Today he’s world famous, one of the most successful Internet entrepreneurs and startup founders, and is worth around 35 billion dollars.
He changed the way we communicate, make friends, share what’s on our mind and even market our businesses.
In 2004 the first version of Facebook was launched. And even then its creator himself didn’t know where this project would take him. Once he saw how fast it was growing, he decided to drop out of Harvard and move to Palo Alto, California to keep working on that. Turned out to be a great decision.
He believes that everyone has the entrepreneurial spirit inside them, they just need to find what they’re passionate about, work hard on it and create the ideal lifestyle while making the world a better place with their product.
Here’s what else he can teach us about business, life, success and passion:
10 Lessons We Can Learn from Mark Zuckerberg
1. Don’t start with the money in mind.
According to Terry Semel, CEO of Yahoo!, Zuckerberg is the only person he’s ever met who said no to a billion dollars. That’s what happened when the young passionate entrepreneur rejected his offer. His reason was that he wasn’t doing it for the money.
It’s more important to love what you do, to be giving it all your time (it takes a lot of time, especially in the startup world), to have a vision and stay true to it no matter what.
Zuck believed in Facebook from day one and wanted to see it grow. At some point he had to change direction, the idea of the product itself was changing too. But he knew he wanted to keep working on it, didn’t want to see his hard work in the hands of others, believed in the potential of the social media and was sure that only he and the other people involved in the project were able to make the most of it.
So if you have a business idea, are already a business owner, or else, don’t do it for the money. Love what you do first, care about it, dedicate enough time and energy, and the money will come. But then you will have deserved it as you’ll be offering value to people.
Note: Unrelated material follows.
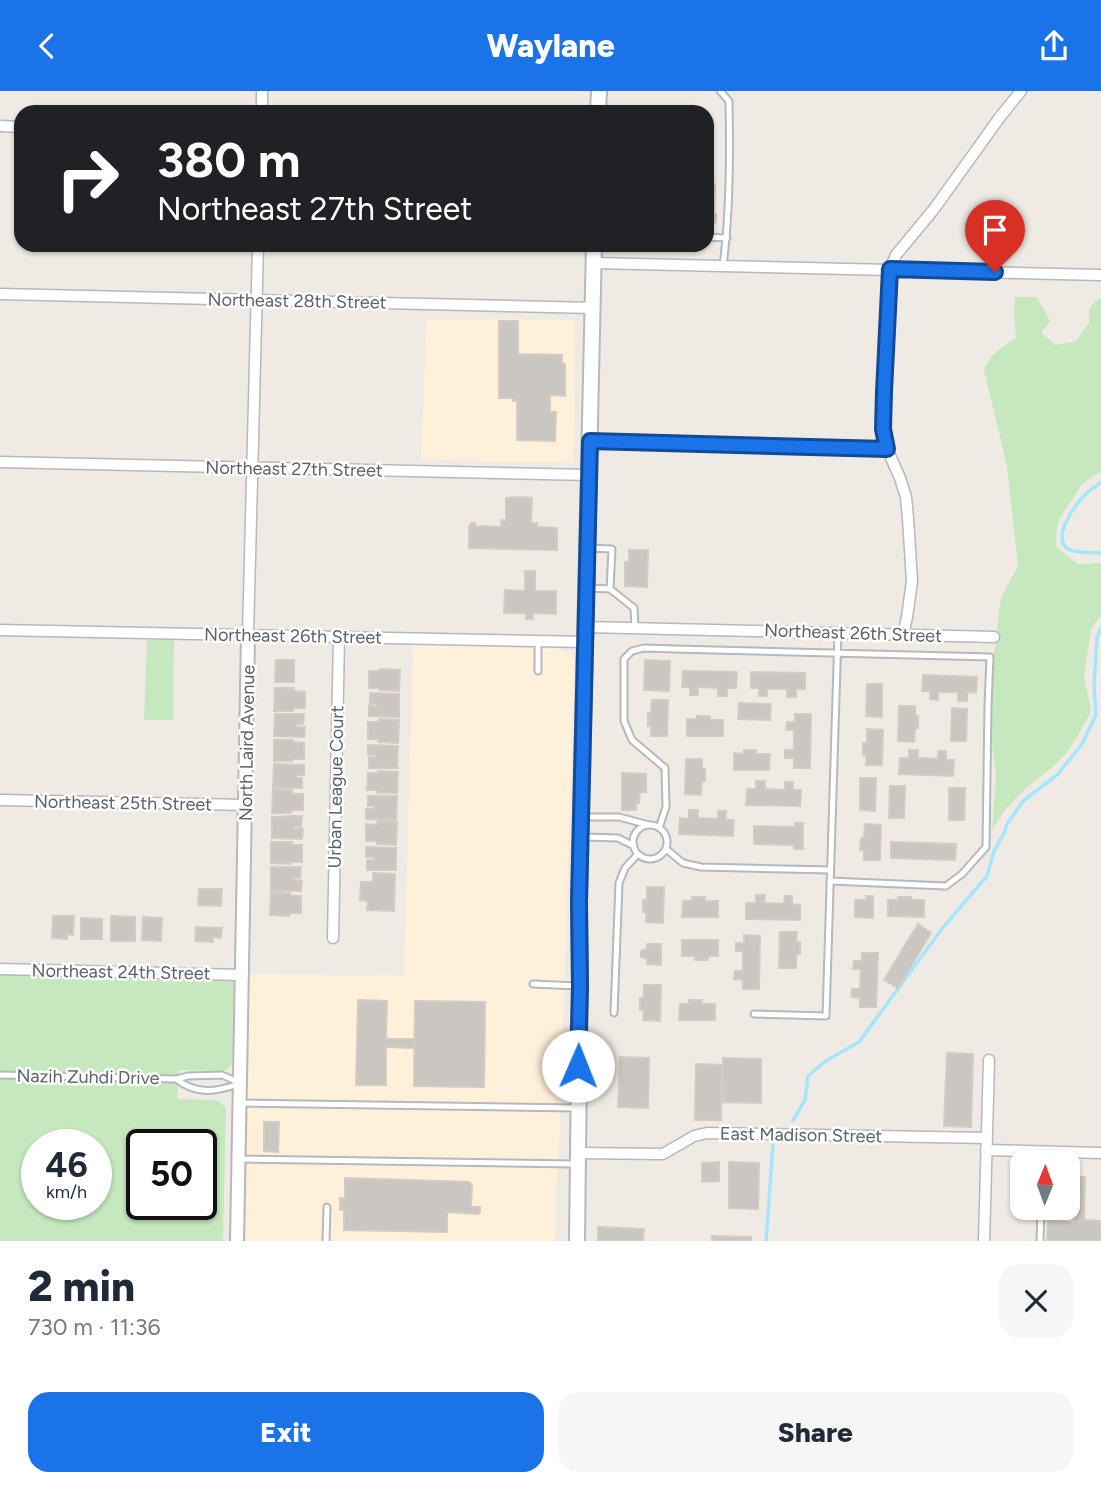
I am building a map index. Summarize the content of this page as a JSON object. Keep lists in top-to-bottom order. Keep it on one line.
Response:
{"streets":{"street":["Northeast 28th Street","Northeast 27th Street","Northeast 26th Street","North Laird Avenue","Urban League Court","Northeast 25th Street","Northeast 24th Street","East Madison Street"],"lane":["Nazih Zuhdi Drive"]},"crossings":[["Northeast 28th Street","North Laird Avenue"],["Northeast 27th Street","North Laird Avenue"],["Northeast 26th Street","North Laird Avenue"],["Northeast 26th Street","Urban League Court"],["North Laird Avenue","Northeast 25th Street"],["North Laird Avenue","Northeast 24th Street"],["North Laird Avenue","Nazih Zuhdi Drive"]],"north":"top","page":{"header":"Waylane","turn":["380 m","Northeast 27th Street"],"speed":"46 km/h","limit":"50","heading":["2 min","730 m · 11:36"],"buttons":["Exit","Share"]}}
2. All startups begin by working alone countless hours on something that may or may not be a success.
“The real story of Facebook is just that we’ve worked so hard for all this time. I mean, the real story is actually probably pretty boring, right? I mean, we just sat at our computers for six years and coded.”
Such success doesn’t happen overnight, and those who are still hoping for fast results these days are simply not ready to enter the business world.
You can’t go without hard work. It’s not only about creating the product, there’s also a mindset of success being developed and a powerful vision growing in your mind.
If you spend tens of hours working on something, if you think it solves a problem people have and if you market it right they will pay you for this, and if you add passion to that, you’re onto something.
But there are too many distractions these days. People usually give up early on while their project is still in its first version, and when there are no money coming in. But big things take time. And you’ll need to be selective as your time is limited.
A startup may take around a decade of your life.
That includes creating the minimum viable product, getting it out there and asking for feedback, marketing, connecting with partners and investors, making hundreds of changes to the initial product in order to make it better – to upgrade it and add features.
But that will also make you successful, will let you make a difference in the world, become a big name in your industry. Then you’ll have the power to affect other people’s lives, to encourage young business enthusiasts and help them achieve the same.
And, most importantly, all this will let you contribute to the world in the best way possible – by doing work you love. And that, in my opinion, is one of the most productive ways to spend the time you’re given on this planet.
3. Big things start small.
“I literally coded Facebook in my dorm room and launched it from my dorm room. I rented a server for $85 a month, and I funded it by putting an ad on the side, and we’ve funded ever since by putting ads on the side.”
Back then this may have seemed like nothing, compared to all the other projects the rest of the programmers in Harvard were working on. But if you’re on the right track, if you’re passionate about the work you do and see its potential, know that you need to keep going no matter what.
Once you find such an opportunity, taking it and making the best of it is one of your missions in life.
Choose not only smaller when you begin, but also simpler.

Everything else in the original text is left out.